Customer Experience: Moving Beyond Survey Scores

Customer experience (CX) professionals love survey scores. After all, what could tell you more about the customer experience than their own words and evaluations? Survey scores offer numerical evaluations, text analytics, and score trending over time, which makes them, hopefully, meaningful.

The Net Promoter Score (NPS) survey question explained

CX professionals employ the Net Promoter Score (NPS). The NPS is based off the question, "Would you recommend this product to a friend?" The NPS answer is a numeric response ranging from a 0 (no recommendation) to a 10 (strong recommendation). In the NPS world, a 9 or 10 score is a Promoter; a 7 or 8 score is a Neutral; and a 0 to 6 score is a Detractor. All companies want as many Promoters and as few Neutrals and Detractors as possible.

The score element of the NPS is calculated as follows: % of Promoters minus % of Detractors = Net Promoter Score (NPS). Therefore, 30% Promoters minus 10% Detractors equals an NPS of 20. The NPS score can range from a +100, to a -100 (a very, very undesirable product or service). Apple is usually in the high 80s, for example.

Survey scores and NPS have taken over the world of business executives because high NPS scores are strongly linked to superior business outcomes. Companies tout their survey and NPS scores across the pages of websites, corporate reports, and earnings statements as a central measure of their company's value to customers. For a company, the sole focus of high survey scores and high NPS scores is potentially misleading both for a company's executives and for a company to deliver a better customer experience. Even if a company has a high NPS, it means the company's journey is far from complete, and that it still must continue striving to deliver even higher levels of meaningful customer interactions.

Customer survey scores can be misleading with small sample sizes, low return rates, or poor survey design

Customer survey scores are an indicator for the delivered customer experience, but they are also potentially highly misleading. If a company has a high NPS score, but very few customers respond to the survey, the company has a problem because the NPS score may not truly reflect customer opinions. NPS surveys must have a high response rate of similar customer segments over time (6 months or more) to be truly meaningful. Survey scores also must reflect the full breadth of different customer segments an organization serves. If a company hears a lot from one segment and nothing from another, then they have a blind spot in their survey architecture. To be truly meaningful, NPS surveys need high response rates and equal response rates from all customer categories.

Customer experience seeks to build customer loyalty with high satisfaction

A more telling metric for business professionals than NPS is customer loyalty. The customer loyalty metric is simple: How many years has the customer been a customer? Customer loyalty is an amazing CX metric because keeping customers is one of the most essential business functions. Customers who are customers for years spend more, adopt more new products, grow more, and offer the best advice for how your business needs to change. Tracking customer loyalty will take the business down the path of churn reduction, preventing customers from leaving and ensuring new customers remain. Reducing churn and ensuring that new customers stay are vital CX initiatives. Finding customers who are loyal and who have a high NPS will provide critical insights about what the company needs to change to be more effective.

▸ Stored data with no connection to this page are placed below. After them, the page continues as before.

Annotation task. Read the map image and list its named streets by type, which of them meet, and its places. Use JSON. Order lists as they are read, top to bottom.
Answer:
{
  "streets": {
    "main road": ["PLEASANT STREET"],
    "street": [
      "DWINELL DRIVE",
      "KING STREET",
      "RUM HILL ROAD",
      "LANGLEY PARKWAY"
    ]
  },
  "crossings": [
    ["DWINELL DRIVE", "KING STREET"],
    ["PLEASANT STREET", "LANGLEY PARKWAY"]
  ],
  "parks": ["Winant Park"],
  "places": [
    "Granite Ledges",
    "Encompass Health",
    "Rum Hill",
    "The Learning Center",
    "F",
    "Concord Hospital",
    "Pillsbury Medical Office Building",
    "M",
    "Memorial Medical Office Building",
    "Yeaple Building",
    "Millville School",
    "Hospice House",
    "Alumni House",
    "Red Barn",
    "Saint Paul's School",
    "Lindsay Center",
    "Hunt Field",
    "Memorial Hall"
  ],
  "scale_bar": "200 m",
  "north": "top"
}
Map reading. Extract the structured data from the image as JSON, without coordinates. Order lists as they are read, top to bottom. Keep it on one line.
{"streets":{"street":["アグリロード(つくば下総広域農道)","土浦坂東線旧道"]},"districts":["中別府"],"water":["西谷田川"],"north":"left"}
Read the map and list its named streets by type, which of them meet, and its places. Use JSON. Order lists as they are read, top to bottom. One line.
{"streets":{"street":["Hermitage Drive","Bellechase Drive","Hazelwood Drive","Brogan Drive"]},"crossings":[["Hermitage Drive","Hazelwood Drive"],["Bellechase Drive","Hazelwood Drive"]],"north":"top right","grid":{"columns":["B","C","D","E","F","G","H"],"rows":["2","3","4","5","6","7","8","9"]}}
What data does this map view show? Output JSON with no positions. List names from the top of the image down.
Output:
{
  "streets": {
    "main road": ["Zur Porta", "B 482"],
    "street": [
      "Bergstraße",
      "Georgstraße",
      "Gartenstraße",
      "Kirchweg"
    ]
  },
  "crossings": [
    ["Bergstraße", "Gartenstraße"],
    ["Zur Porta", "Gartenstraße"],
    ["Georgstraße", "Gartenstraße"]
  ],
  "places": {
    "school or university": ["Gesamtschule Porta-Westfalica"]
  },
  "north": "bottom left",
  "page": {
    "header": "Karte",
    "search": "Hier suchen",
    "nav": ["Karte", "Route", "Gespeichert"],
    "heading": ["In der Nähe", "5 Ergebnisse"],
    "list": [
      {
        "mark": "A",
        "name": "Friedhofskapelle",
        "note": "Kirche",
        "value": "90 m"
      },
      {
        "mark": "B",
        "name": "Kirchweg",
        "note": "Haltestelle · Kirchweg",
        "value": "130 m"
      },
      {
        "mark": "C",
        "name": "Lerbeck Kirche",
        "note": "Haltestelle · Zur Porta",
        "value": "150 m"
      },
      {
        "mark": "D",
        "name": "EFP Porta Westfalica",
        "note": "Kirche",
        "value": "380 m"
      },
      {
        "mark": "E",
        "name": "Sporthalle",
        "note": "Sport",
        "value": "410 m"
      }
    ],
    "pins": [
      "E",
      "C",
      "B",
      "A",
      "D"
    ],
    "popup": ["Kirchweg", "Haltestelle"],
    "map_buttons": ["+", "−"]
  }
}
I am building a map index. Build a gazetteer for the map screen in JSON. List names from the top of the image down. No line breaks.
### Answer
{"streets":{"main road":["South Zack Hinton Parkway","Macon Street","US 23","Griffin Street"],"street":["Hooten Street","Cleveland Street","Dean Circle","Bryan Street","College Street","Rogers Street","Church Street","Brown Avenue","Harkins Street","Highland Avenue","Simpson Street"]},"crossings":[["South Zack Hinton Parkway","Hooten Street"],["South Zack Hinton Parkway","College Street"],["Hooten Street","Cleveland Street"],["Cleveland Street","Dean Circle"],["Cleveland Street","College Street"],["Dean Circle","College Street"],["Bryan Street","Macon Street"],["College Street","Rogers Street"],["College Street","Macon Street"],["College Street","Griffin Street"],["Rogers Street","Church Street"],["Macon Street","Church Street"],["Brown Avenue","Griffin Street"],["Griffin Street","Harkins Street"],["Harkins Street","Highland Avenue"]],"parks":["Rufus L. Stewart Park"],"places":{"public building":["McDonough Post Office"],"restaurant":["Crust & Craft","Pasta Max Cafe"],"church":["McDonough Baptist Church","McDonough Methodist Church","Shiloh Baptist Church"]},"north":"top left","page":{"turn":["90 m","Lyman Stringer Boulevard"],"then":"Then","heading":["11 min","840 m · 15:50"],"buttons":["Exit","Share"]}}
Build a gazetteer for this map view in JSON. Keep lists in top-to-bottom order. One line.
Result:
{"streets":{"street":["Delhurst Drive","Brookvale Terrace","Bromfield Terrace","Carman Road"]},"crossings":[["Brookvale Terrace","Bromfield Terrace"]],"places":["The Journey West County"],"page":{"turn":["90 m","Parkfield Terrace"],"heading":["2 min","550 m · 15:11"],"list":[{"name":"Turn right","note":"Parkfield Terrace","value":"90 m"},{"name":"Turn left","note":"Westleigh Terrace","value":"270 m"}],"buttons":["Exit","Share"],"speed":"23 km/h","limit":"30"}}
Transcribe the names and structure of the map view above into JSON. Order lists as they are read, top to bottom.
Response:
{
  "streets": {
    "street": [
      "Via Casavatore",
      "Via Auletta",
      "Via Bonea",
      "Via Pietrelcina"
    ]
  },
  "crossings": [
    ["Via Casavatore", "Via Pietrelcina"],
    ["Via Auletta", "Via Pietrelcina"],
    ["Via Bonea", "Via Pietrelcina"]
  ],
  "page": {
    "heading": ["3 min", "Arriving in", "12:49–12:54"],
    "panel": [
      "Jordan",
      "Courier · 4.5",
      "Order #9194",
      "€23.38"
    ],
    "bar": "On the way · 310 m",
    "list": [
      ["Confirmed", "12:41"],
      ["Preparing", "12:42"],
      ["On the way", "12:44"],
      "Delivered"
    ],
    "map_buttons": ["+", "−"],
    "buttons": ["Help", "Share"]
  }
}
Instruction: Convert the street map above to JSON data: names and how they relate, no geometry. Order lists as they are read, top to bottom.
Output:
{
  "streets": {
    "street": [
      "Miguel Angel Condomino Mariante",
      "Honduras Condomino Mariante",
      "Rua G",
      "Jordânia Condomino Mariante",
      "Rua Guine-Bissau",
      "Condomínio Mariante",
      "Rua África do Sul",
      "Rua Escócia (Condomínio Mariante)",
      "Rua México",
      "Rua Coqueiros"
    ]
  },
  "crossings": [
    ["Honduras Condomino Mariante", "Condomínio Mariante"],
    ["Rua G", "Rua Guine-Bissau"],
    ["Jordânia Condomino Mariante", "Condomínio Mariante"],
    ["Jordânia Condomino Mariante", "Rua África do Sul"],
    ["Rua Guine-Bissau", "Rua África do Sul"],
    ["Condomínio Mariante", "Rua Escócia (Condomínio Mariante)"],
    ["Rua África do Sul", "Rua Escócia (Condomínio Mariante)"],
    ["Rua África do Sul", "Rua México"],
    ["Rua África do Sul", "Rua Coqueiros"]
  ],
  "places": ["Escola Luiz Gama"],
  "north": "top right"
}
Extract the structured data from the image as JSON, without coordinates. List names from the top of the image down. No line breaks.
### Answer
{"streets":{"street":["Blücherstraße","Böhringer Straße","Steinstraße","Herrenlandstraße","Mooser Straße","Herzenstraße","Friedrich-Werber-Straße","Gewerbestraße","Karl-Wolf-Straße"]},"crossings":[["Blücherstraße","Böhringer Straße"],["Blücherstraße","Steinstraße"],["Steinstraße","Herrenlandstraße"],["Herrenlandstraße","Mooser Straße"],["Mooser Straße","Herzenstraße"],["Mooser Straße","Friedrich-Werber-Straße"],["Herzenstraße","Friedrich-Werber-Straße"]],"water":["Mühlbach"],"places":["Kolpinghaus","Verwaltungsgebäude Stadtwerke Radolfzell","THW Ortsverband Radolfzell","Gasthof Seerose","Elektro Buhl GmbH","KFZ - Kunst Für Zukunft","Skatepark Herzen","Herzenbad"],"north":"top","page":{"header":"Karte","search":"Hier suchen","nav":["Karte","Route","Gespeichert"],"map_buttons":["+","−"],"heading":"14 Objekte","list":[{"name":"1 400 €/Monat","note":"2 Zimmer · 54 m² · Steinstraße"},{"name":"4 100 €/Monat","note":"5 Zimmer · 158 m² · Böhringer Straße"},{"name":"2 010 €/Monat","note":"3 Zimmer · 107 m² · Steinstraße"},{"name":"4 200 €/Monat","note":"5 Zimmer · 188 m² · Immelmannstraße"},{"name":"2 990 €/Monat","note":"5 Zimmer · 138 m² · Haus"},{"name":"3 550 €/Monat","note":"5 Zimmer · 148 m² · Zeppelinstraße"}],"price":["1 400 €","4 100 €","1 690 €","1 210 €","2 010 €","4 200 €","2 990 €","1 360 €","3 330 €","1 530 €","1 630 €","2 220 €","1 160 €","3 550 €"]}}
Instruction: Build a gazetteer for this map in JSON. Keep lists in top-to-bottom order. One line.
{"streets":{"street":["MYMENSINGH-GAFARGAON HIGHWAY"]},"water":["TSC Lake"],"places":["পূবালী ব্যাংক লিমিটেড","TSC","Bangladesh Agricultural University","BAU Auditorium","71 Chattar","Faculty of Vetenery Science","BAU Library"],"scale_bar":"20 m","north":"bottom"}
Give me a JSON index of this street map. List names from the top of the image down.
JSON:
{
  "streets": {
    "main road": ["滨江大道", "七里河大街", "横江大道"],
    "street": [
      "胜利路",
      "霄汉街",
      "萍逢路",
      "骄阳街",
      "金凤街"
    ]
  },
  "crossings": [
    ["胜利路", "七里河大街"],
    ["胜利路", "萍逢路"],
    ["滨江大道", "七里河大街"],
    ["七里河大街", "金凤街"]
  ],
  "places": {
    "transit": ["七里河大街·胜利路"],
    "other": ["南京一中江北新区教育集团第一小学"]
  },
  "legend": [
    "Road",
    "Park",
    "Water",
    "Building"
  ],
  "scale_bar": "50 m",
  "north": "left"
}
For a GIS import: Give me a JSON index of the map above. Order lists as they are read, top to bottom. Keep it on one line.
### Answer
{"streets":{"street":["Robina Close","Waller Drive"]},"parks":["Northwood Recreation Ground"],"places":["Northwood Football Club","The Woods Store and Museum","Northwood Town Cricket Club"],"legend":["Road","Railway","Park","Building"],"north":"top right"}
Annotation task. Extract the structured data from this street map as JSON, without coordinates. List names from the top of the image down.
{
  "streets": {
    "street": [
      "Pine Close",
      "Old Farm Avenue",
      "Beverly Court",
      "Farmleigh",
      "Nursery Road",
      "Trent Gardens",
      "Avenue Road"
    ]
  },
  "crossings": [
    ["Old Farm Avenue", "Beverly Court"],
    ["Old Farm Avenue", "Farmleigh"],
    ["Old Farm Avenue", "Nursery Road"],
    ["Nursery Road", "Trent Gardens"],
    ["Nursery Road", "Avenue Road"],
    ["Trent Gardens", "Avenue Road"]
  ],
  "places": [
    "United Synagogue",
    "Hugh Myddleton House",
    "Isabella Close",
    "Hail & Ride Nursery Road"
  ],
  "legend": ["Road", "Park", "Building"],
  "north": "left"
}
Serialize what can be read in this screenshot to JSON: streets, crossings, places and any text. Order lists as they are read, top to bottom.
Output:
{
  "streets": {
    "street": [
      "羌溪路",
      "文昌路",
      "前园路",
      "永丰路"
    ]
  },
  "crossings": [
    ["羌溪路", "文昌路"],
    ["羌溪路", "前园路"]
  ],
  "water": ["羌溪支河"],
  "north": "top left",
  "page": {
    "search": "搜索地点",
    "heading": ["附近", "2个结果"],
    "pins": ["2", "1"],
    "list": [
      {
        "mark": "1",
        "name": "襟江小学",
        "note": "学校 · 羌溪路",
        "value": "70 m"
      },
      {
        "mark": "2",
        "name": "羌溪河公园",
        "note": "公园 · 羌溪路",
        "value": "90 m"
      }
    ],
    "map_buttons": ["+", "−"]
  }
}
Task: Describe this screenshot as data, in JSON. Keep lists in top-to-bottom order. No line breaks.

Customer experience seeks efficient, effective, and low effort customer interactions

Another evaluation difficult to quantify through surveys is how difficult is it for a customer to interact with the business. The overall goal is to determine how fast and how effectively customers can do what they need to do with your company. Business professionals must look at abandoned form rates, dropped customer service calls, low website return rates, and mobile app deletion rates as key indicators that the company may be hard to do business with for the customer. A company must have the goal of making it fast, effective, and efficient for customers to do what they want to do. To achieve a more efficient customer experience, some current metrics, such as time on your website, may need to change because you don't want a customer there a long time - you want them to accomplish what they want quickly and then return more frequently to repurchase.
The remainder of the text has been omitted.